FINRA Arbitration

FINRA Arbitration vs. Court

Why investor disputes against brokerage firms are resolved in FINRA arbitration instead of the public court system — and what that means for you.

You almost certainly agreed to arbitrate

When you opened your brokerage account, the account agreement you signed almost certainly included a mandatory arbitration clause. That clause requires disputes with the firm to be resolved through FINRA's binding arbitration forum rather than in court. For most investors this is not a choice — it is the contractually required path.

Courts routinely enforce these clauses, so attempting to file a structured-products case in court usually results in it being sent to FINRA arbitration anyway.

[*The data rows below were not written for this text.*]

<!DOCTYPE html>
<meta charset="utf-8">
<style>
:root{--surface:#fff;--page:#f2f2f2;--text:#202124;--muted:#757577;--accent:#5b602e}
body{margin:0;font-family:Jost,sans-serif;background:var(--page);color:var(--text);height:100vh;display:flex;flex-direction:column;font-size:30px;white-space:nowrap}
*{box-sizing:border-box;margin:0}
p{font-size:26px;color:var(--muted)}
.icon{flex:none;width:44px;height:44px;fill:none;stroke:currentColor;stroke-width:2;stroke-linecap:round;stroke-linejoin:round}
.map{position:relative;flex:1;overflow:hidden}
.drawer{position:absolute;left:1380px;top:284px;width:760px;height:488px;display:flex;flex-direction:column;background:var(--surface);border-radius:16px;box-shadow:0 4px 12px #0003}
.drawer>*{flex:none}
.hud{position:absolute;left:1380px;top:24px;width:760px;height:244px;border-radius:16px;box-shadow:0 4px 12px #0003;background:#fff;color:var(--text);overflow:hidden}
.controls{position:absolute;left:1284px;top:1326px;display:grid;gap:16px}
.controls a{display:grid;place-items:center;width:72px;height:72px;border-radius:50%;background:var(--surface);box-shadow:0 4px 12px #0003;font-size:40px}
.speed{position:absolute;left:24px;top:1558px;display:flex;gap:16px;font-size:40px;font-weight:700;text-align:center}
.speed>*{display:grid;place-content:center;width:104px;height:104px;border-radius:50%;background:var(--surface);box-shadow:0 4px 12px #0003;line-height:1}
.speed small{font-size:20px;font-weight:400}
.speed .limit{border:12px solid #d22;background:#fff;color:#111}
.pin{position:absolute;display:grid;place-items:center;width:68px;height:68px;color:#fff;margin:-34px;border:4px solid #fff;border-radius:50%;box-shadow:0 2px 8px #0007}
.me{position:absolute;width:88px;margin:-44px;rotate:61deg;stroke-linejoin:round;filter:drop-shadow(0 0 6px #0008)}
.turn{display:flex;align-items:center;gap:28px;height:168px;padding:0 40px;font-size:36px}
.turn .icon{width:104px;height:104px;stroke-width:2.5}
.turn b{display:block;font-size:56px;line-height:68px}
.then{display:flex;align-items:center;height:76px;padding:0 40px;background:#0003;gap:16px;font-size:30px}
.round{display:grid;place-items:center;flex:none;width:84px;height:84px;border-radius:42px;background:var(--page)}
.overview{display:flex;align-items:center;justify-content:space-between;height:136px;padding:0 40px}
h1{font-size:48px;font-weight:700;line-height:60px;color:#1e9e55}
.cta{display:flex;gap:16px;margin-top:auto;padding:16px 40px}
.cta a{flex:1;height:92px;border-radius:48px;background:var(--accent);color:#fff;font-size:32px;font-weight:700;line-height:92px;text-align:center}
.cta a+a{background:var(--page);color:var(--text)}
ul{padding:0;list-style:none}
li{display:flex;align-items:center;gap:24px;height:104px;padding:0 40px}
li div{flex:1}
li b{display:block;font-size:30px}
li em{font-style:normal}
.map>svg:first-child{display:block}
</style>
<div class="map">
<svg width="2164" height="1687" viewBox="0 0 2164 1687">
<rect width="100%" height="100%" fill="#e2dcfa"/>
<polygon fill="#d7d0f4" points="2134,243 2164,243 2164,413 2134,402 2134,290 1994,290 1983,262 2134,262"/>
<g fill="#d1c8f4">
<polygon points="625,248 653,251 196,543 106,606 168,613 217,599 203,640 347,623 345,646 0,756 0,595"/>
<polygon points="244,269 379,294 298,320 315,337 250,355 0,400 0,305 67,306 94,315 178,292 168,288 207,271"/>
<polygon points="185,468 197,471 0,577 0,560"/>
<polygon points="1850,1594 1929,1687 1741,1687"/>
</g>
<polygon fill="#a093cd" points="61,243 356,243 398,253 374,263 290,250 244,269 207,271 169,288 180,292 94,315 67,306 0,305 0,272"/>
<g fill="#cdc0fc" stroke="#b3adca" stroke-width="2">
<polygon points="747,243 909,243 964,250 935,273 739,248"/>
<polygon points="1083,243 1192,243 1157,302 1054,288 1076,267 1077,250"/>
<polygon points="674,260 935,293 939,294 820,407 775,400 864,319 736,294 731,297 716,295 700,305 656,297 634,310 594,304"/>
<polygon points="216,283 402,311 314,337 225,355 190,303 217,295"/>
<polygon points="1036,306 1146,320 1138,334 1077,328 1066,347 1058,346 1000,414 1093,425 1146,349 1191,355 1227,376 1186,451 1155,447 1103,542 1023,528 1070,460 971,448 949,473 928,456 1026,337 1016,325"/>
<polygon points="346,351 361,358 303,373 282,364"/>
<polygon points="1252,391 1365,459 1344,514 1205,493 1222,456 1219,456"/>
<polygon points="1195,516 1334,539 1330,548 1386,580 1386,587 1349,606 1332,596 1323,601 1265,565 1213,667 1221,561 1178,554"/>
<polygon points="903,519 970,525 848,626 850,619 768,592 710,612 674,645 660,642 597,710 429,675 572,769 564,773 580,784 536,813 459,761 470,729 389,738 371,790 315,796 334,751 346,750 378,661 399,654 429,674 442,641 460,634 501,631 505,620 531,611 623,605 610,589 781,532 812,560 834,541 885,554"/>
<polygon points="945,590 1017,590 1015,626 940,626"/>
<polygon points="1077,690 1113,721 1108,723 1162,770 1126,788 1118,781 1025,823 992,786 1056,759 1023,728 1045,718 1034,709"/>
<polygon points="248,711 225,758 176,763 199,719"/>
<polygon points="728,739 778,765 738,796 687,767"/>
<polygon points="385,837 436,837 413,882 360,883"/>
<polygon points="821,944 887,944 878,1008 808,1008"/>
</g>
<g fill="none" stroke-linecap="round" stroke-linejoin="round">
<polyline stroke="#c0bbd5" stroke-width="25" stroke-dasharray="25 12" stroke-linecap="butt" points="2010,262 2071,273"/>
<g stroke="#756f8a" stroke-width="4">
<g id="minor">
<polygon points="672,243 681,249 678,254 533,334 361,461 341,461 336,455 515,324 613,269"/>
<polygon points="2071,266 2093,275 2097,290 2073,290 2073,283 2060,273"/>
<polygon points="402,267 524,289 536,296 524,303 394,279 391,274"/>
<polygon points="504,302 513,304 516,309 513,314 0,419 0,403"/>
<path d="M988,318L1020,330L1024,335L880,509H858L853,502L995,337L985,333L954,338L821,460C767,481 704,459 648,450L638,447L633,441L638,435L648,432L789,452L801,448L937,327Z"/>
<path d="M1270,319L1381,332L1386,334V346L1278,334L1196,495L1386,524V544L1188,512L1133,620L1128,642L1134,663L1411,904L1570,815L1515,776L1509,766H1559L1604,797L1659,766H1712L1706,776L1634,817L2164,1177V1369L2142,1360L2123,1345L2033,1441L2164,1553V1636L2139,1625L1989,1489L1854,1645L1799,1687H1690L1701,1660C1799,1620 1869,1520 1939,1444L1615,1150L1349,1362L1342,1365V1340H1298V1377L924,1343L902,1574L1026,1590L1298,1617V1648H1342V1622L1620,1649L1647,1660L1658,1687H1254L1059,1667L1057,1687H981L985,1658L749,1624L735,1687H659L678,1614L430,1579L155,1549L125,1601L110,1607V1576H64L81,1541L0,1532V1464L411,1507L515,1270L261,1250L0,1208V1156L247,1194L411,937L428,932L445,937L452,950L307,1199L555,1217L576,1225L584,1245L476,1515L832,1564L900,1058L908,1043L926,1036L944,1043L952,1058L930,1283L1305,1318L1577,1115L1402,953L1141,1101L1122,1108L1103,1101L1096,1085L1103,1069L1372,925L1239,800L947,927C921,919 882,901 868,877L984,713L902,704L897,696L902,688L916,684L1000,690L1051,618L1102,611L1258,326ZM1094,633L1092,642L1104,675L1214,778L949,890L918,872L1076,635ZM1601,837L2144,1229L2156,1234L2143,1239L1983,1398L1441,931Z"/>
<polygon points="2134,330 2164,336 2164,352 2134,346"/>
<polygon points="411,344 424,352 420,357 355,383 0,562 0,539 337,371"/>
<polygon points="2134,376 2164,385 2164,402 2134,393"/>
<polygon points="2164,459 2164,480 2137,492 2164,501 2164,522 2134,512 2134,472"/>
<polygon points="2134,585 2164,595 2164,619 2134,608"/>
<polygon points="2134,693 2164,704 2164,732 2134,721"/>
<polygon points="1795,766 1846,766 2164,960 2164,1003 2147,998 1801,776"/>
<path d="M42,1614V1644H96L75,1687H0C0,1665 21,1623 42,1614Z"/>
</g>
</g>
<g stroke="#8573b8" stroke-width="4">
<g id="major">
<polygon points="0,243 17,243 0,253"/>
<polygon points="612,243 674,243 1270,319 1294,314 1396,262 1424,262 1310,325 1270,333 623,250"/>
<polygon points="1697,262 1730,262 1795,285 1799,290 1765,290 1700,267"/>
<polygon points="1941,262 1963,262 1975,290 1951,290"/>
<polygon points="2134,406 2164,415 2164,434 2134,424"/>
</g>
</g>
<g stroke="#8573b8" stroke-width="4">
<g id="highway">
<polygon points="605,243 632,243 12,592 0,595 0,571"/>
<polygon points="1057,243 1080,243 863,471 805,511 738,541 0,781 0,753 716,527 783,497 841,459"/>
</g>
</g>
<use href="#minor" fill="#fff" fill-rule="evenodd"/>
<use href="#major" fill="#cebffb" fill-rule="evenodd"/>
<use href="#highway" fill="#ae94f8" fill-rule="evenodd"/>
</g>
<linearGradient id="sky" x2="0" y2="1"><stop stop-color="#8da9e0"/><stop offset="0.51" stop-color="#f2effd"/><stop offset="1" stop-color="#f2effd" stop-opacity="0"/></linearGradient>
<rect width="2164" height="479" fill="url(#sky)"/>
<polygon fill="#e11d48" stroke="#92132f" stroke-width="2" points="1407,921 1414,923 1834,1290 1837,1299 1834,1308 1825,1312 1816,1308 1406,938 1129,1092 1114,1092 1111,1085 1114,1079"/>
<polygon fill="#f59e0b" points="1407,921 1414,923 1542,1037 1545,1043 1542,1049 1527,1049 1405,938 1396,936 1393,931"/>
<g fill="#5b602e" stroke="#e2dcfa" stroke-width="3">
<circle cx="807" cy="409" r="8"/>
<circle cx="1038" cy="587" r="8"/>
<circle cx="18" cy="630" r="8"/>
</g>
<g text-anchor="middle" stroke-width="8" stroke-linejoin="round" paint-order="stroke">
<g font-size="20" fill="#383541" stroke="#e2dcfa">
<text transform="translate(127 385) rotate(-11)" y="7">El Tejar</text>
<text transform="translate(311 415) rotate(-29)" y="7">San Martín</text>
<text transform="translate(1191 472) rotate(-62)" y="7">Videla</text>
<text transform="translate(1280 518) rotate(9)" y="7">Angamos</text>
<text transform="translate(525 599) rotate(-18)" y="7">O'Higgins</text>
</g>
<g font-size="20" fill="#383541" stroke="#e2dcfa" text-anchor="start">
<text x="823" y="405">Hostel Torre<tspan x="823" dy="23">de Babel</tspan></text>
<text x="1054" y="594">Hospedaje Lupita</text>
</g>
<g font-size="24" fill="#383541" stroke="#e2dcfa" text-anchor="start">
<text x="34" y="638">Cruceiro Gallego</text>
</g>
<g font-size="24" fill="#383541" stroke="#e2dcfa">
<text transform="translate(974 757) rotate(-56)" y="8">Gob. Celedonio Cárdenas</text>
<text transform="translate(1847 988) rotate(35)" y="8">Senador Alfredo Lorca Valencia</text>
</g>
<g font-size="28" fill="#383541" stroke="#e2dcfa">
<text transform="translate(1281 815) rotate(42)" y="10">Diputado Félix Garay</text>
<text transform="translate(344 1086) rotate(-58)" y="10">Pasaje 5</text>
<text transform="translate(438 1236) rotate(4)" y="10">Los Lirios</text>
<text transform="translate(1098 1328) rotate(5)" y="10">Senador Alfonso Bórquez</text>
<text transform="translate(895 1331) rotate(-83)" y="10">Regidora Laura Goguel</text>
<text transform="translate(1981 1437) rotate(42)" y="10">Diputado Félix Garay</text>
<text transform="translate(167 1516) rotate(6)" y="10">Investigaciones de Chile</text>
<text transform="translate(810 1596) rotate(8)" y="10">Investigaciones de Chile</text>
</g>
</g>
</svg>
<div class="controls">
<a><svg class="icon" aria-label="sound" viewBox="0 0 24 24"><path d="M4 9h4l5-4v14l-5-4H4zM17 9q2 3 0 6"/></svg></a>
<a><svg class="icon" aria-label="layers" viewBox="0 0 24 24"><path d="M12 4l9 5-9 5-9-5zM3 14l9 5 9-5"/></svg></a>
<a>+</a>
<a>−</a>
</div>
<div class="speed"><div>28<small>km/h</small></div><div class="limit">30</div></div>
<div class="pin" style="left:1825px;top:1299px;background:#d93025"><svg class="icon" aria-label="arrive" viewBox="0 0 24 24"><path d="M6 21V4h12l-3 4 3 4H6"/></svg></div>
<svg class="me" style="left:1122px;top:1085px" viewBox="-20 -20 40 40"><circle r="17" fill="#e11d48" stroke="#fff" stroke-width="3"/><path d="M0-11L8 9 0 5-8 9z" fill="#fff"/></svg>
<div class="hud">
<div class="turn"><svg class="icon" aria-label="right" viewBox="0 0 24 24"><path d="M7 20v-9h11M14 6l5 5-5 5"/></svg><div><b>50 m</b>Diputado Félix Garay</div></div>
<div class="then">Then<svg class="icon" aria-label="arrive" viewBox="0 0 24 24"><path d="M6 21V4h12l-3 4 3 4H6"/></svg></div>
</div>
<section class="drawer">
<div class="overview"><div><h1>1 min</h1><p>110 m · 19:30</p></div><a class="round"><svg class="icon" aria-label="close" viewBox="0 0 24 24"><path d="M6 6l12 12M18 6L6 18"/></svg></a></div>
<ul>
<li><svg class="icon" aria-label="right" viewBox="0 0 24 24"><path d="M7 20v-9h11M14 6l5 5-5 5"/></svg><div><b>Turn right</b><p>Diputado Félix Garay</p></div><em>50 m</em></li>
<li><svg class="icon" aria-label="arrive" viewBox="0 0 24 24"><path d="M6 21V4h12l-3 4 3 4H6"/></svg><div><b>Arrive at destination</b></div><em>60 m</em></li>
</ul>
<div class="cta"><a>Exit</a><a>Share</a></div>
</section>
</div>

How arbitration differs from a courtroom

FINRA arbitration is private rather than public, and it is heard by one or three neutral arbitrators instead of a judge and jury. The rules of evidence are relaxed, discovery is more limited, and the process is generally faster and less expensive than litigation.

An arbitration award is binding and final, with only very narrow grounds for appeal. That finality cuts both ways, which is why how your claim is framed and presented from the outset matters so much.

Is arbitration good or bad for investors?

Arbitration has real advantages for investors: speed, lower cost, and a forum built specifically for securities disputes, with arbitrators who understand the products. The streamlined process can get a defrauded investor to a recovery faster than years of litigation would.

The key is experienced representation. Because the process moves quickly and the award is final, working with attorneys who focus on FINRA arbitration is the single biggest factor in presenting your case effectively.